» YOUR TASK
In the records below, find the line holding "context.setLineDash([]);" and the line holding "context.textAlign = isNaN(turn)". Set down both, with every line between them, exactly.

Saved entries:
________________

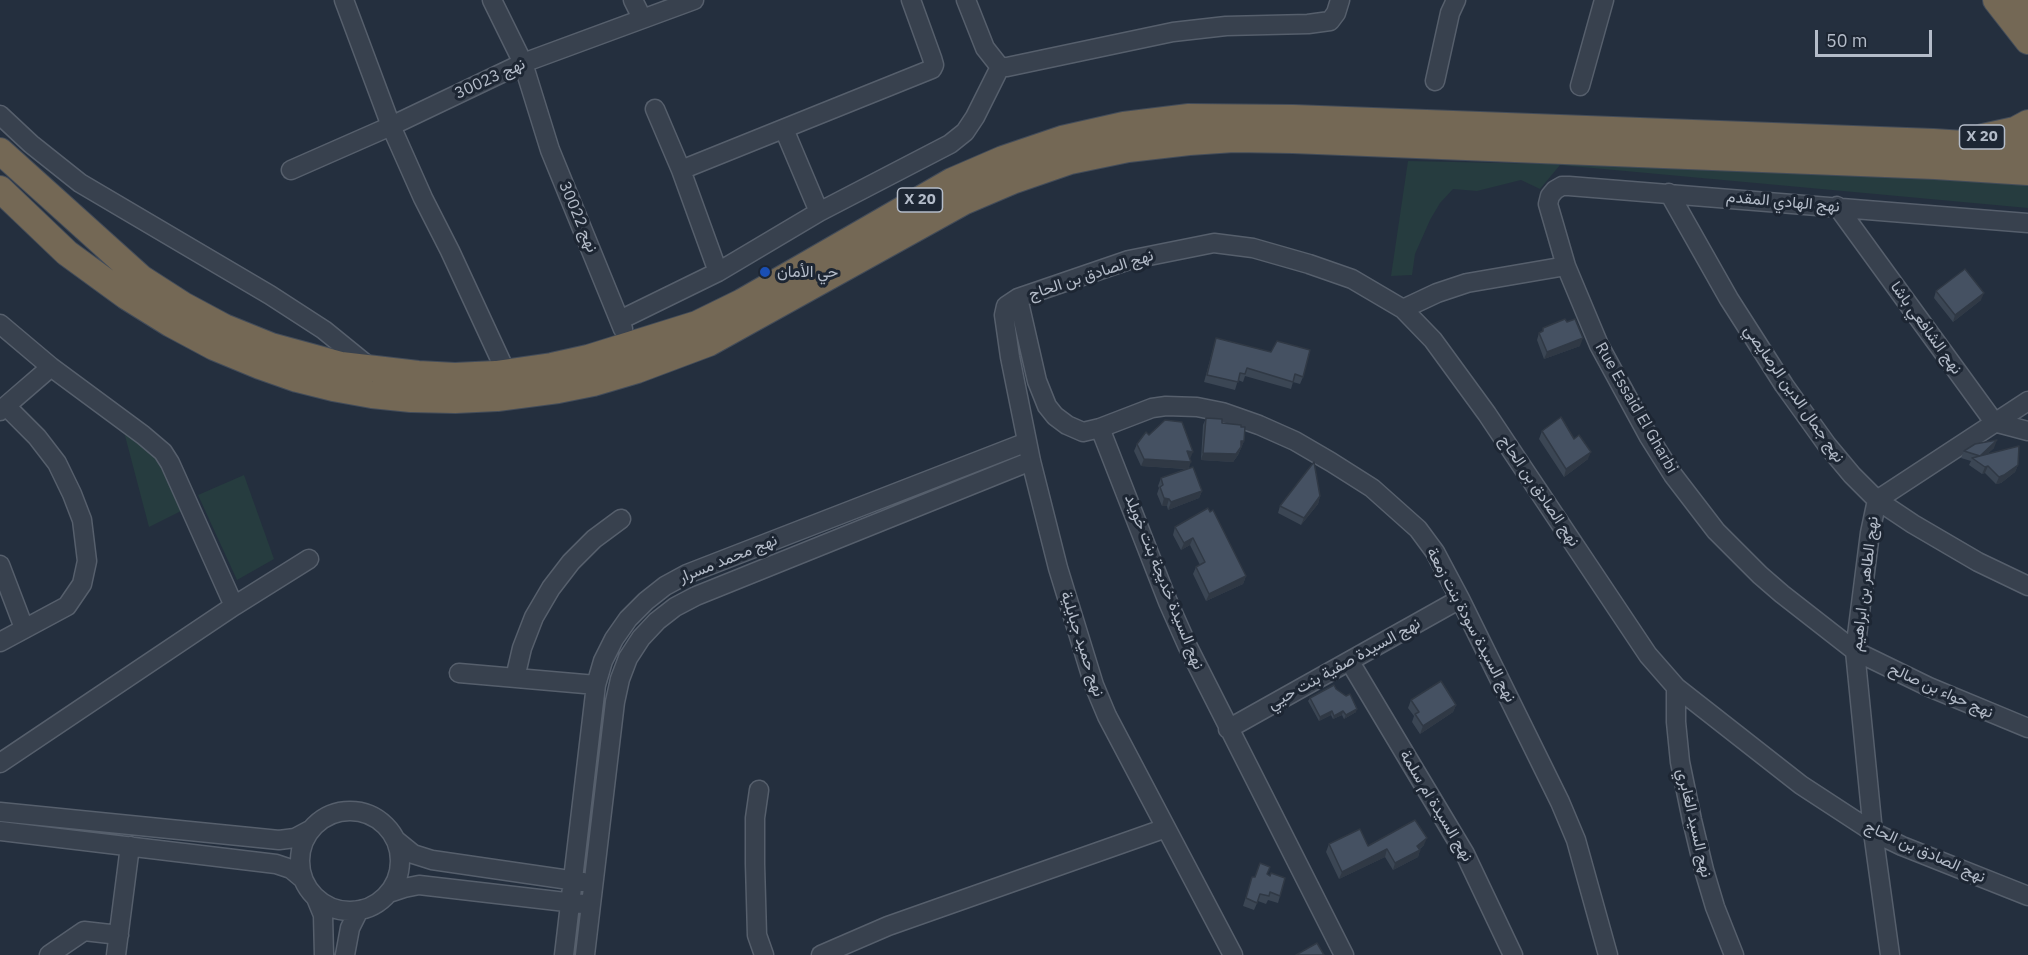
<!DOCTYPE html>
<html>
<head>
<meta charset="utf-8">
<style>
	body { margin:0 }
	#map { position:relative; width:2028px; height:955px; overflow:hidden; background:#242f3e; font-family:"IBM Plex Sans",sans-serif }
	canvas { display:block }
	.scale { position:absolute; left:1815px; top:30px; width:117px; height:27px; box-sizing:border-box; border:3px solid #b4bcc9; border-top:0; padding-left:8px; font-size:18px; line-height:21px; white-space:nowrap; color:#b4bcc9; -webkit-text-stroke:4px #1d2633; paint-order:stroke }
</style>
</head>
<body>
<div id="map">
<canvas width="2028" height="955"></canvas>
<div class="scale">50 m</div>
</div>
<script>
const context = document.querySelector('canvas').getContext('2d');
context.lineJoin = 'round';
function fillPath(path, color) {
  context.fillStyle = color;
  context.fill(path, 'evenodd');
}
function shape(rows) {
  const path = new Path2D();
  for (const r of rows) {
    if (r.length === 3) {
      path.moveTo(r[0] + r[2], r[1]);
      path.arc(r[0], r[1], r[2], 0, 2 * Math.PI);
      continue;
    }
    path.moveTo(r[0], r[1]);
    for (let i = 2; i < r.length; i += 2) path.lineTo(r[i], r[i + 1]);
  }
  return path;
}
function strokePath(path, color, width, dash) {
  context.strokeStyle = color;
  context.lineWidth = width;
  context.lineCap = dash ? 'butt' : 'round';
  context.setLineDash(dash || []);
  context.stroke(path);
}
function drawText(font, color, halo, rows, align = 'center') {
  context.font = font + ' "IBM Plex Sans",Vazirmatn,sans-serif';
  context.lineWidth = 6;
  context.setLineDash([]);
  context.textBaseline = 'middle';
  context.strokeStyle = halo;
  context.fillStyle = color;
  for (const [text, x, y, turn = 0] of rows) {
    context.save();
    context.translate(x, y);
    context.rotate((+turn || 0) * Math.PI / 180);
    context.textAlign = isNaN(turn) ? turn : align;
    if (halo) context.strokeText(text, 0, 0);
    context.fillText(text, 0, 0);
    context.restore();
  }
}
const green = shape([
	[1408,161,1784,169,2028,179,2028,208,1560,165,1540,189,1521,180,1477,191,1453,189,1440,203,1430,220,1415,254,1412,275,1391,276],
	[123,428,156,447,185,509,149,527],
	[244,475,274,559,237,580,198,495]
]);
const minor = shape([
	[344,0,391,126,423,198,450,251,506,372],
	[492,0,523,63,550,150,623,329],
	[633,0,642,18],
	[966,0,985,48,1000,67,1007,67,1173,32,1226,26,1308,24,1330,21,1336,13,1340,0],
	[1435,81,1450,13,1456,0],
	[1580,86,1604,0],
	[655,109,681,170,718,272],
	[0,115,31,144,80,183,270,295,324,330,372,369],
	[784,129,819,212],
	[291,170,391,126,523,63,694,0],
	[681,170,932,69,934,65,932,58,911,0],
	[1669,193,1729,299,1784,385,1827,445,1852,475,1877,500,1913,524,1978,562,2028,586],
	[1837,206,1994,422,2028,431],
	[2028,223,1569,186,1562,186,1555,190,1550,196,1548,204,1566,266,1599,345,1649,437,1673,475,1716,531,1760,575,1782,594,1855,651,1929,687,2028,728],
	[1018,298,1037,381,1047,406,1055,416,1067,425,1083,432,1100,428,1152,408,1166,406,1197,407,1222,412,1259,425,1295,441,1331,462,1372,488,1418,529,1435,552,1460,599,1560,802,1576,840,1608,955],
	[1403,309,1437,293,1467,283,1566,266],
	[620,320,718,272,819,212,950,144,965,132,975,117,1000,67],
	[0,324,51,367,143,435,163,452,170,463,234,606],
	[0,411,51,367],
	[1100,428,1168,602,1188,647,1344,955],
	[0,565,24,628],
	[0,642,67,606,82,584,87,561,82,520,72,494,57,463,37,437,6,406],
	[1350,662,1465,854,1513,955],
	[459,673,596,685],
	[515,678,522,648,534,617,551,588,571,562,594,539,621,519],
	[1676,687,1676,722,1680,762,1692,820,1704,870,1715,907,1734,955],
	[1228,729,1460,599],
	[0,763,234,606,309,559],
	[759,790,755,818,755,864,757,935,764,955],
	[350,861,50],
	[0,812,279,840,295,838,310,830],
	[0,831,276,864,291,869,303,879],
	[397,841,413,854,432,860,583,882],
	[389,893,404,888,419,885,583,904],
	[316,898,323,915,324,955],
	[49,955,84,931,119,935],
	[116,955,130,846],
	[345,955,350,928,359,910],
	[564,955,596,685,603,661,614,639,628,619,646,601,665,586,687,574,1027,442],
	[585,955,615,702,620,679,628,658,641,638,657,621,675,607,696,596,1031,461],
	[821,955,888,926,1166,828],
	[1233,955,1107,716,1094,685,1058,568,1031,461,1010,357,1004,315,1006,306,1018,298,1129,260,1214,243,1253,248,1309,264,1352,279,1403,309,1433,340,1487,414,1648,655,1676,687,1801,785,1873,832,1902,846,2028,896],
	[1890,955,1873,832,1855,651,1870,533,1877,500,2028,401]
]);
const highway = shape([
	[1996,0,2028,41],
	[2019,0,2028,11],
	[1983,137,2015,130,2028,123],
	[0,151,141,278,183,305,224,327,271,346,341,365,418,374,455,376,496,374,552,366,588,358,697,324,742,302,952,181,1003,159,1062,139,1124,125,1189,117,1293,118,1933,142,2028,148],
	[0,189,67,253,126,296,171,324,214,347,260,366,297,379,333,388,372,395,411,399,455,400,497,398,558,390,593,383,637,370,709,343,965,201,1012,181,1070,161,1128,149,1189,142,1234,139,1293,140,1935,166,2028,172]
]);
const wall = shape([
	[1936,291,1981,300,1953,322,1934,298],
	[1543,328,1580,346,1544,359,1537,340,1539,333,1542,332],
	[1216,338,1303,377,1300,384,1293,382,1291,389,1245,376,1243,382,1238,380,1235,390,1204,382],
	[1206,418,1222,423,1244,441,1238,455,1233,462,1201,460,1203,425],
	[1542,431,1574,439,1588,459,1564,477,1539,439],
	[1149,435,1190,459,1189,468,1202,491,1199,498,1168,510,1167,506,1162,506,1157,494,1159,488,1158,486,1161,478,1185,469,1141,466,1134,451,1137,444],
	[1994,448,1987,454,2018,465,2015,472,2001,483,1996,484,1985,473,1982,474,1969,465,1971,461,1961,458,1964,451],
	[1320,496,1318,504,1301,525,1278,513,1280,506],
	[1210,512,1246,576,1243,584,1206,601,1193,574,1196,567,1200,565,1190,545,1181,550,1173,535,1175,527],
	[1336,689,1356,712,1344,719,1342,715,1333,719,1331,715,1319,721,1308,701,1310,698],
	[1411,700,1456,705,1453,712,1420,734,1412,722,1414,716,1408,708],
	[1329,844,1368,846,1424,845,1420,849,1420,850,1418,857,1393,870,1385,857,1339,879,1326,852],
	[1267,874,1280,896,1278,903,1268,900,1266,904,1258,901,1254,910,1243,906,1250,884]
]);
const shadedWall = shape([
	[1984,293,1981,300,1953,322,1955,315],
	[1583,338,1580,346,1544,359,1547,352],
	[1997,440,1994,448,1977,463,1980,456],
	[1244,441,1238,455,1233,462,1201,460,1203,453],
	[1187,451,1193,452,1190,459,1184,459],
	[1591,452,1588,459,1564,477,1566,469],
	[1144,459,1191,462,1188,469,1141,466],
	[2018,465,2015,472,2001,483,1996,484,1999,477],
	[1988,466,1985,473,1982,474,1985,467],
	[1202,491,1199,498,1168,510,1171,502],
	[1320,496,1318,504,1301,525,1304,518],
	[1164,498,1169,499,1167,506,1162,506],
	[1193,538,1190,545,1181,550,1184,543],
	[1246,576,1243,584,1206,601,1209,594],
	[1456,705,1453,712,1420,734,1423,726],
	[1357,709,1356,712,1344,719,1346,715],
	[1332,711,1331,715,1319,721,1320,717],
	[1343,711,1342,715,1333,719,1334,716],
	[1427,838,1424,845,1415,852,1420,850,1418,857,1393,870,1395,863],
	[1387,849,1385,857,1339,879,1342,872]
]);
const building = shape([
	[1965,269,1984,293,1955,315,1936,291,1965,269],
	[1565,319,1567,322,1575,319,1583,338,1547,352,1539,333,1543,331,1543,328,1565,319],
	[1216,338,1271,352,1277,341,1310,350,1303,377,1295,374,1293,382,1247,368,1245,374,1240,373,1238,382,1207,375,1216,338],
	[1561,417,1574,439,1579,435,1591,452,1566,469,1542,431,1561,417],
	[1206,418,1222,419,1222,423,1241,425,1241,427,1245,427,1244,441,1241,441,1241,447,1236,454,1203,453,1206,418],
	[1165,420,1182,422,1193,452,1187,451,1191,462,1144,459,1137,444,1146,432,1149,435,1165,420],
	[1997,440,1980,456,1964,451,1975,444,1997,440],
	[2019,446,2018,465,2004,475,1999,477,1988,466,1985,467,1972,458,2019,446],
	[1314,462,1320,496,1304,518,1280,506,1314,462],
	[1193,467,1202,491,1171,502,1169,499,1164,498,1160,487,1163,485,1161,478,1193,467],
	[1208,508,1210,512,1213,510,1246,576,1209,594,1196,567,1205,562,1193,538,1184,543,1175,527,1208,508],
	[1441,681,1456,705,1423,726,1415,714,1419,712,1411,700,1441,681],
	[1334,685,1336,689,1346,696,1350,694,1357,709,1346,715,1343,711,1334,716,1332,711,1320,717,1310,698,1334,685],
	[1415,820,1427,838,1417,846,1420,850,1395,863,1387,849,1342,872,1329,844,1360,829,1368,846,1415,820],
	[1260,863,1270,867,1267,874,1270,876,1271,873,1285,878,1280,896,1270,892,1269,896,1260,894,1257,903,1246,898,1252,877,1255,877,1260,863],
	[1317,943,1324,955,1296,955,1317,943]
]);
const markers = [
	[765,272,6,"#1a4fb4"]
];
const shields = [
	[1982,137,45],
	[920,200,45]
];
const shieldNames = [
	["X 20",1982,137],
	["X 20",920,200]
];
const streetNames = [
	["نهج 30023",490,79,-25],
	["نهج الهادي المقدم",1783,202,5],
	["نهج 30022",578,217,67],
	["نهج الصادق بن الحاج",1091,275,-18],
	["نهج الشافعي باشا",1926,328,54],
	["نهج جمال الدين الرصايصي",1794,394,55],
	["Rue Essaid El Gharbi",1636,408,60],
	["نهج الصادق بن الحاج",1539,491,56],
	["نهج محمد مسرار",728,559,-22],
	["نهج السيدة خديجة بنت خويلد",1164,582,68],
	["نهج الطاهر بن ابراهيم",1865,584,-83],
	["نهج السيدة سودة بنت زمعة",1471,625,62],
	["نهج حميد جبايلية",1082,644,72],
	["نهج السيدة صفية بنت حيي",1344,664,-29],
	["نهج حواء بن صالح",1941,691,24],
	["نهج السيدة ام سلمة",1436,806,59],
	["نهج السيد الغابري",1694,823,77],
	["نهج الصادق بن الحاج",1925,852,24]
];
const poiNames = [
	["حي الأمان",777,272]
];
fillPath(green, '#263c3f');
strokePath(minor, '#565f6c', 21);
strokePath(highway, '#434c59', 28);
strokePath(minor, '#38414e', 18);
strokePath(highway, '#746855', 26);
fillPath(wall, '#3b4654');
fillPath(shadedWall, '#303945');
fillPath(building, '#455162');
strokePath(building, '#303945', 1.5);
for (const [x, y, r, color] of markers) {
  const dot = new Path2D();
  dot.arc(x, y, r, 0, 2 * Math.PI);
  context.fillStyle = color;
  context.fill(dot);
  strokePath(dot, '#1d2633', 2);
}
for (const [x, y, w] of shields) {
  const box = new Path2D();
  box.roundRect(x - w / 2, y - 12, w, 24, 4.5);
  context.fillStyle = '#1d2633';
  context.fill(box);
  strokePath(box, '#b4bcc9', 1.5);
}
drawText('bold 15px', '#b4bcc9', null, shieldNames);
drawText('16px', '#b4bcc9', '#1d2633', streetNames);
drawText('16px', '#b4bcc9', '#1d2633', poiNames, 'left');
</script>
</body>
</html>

________________

» OUTPUT
  context.setLineDash([]);
  context.textBaseline = 'middle';
  context.strokeStyle = halo;
  context.fillStyle = color;
  for (const [text, x, y, turn = 0] of rows) {
    context.save();
    context.translate(x, y);
    context.rotate((+turn || 0) * Math.PI / 180);
    context.textAlign = isNaN(turn) ? turn : align;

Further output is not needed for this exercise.